Whatever its size or scope, greenhouse gardening also shelters a sense of community. As gardeners trade vegetables for a fisherman’s excess catch or as a thank-you for the loan of tools, they share both lively fare and their love of discovery.
Connect with the freelance writer via AveryMack@mindspring.com.
Greenhouses can be elaborate or simple, bought or homemade from recycled storm windows and architectural scrap, designed with peaked roofs, hoops or geodesic domes. Some are set on a raised platform to stay above snow and flood levels. Kits at home improvement stores come in many sizes; Ikea even has a mini-greenhouse suitable for a windowsill.

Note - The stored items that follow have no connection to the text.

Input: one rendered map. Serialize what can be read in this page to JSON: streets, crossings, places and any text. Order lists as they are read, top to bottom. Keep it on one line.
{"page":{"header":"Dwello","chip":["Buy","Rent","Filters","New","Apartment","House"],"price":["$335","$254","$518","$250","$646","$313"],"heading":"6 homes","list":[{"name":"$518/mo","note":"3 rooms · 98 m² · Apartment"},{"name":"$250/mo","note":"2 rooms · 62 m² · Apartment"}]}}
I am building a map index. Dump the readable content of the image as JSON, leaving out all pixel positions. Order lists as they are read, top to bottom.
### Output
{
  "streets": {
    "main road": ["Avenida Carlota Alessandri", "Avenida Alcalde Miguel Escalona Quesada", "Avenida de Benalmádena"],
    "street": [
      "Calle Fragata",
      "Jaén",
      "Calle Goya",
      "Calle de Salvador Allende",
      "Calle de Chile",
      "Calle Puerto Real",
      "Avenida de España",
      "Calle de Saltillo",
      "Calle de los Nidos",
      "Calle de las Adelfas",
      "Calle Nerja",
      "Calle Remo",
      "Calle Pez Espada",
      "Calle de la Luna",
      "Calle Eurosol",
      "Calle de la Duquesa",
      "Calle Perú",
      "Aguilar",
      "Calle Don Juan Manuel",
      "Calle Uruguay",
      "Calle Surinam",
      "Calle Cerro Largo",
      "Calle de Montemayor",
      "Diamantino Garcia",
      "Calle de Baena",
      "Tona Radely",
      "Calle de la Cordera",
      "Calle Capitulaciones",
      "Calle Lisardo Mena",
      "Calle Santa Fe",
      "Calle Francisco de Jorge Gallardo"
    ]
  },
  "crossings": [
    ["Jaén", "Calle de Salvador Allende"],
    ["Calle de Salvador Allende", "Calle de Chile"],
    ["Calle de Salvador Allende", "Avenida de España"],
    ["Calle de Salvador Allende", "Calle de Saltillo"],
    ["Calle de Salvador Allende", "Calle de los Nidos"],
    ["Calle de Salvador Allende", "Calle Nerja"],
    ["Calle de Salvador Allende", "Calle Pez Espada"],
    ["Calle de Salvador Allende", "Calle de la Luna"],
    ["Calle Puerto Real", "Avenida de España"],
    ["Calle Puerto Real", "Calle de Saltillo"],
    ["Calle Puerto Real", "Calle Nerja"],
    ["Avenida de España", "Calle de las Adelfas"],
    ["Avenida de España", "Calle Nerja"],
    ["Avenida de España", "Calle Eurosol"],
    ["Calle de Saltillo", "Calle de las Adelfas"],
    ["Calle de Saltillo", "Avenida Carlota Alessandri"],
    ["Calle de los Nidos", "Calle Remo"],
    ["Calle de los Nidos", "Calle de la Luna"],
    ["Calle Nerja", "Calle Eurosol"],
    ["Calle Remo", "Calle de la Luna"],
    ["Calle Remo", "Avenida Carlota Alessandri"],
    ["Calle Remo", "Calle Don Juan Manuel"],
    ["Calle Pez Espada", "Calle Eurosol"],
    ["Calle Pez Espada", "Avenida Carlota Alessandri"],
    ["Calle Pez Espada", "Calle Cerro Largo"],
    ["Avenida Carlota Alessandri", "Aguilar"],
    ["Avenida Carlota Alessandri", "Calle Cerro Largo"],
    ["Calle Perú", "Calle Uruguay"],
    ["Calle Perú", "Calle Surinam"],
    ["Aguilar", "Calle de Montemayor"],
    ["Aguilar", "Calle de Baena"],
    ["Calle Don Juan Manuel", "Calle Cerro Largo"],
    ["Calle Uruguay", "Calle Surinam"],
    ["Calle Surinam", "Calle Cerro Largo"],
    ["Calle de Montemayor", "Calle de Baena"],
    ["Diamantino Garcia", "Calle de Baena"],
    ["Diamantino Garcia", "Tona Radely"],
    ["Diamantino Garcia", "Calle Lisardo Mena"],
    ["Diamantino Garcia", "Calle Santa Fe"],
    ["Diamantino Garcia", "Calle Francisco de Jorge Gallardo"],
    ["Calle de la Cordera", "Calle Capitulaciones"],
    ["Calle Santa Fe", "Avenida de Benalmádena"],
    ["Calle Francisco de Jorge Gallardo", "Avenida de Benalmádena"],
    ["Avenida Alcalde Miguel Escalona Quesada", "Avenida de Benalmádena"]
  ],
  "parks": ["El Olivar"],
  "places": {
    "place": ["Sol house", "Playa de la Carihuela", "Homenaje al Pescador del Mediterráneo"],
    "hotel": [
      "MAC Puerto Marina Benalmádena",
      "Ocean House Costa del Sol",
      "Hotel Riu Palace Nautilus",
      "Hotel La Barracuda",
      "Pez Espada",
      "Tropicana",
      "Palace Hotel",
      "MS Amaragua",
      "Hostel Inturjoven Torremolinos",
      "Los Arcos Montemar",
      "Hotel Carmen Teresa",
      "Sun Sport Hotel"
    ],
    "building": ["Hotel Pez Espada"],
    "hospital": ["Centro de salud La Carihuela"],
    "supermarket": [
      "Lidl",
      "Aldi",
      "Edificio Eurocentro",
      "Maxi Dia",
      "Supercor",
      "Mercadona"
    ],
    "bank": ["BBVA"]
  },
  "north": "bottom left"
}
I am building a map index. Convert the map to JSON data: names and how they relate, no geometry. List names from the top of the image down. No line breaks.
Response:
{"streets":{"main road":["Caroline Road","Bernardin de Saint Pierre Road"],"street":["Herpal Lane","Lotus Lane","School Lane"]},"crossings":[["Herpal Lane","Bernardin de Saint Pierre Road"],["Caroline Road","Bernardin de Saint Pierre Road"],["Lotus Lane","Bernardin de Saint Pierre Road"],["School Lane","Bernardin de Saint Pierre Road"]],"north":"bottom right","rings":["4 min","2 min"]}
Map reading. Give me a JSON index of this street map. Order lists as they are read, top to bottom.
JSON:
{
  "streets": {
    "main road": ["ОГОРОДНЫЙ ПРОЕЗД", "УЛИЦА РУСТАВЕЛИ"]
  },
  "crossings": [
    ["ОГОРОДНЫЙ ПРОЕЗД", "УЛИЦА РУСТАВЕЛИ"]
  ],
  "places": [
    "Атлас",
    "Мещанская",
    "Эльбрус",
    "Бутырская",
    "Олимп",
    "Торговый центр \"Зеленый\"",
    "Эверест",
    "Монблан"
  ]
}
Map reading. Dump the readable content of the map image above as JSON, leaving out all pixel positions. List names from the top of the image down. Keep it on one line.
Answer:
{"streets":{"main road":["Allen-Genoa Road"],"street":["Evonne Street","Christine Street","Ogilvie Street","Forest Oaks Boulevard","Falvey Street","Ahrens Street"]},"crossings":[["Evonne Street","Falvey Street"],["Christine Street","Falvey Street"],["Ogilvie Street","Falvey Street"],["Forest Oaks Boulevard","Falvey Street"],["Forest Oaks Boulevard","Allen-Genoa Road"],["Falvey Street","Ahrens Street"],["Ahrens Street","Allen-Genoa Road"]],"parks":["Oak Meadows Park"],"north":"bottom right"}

Sustainable passive solar models are the latest twist. Add a hammock or lounge chair for a tranquil getaway spot.
A whimsical greenhouse built on a platform allows for deep Canadian snows. Recycled 1800s windows comprise both walls and roof with colorfully painted decorations safeguarding birds as they fly nearby (Tinyurl.com/Window-Greenhouse).
Built in 1936, the art deco-styled Jewel Box, in St. Louis, Missouri, is an outstanding example of greenhouse design, with more than 15,000 square feet of vertical glass and five stair-stepped roofs. Horizontal metal surfaces prevent weather damage (Tinyurl.com/JewelBoxGreenhouse).
Washington State Environmental Chemist David Stone built a greenhouse using Ferrock, a carbon-negative material he invented as a cement substitute. Inside it, winter temperatures remain at 60 degrees, even though it’s near the Canadian border (Tinyurl.com/Eco-Greenhouse).
In Mesa, Arizona, a swimming pool is home to tilapia and chickens, wheat and grapes, tomatoes and sweet potatoes. The closed-loop aquaponic farm is an almost entirely self-sustaining ecosystem (Tinyurl.com/PoolGreenhouse).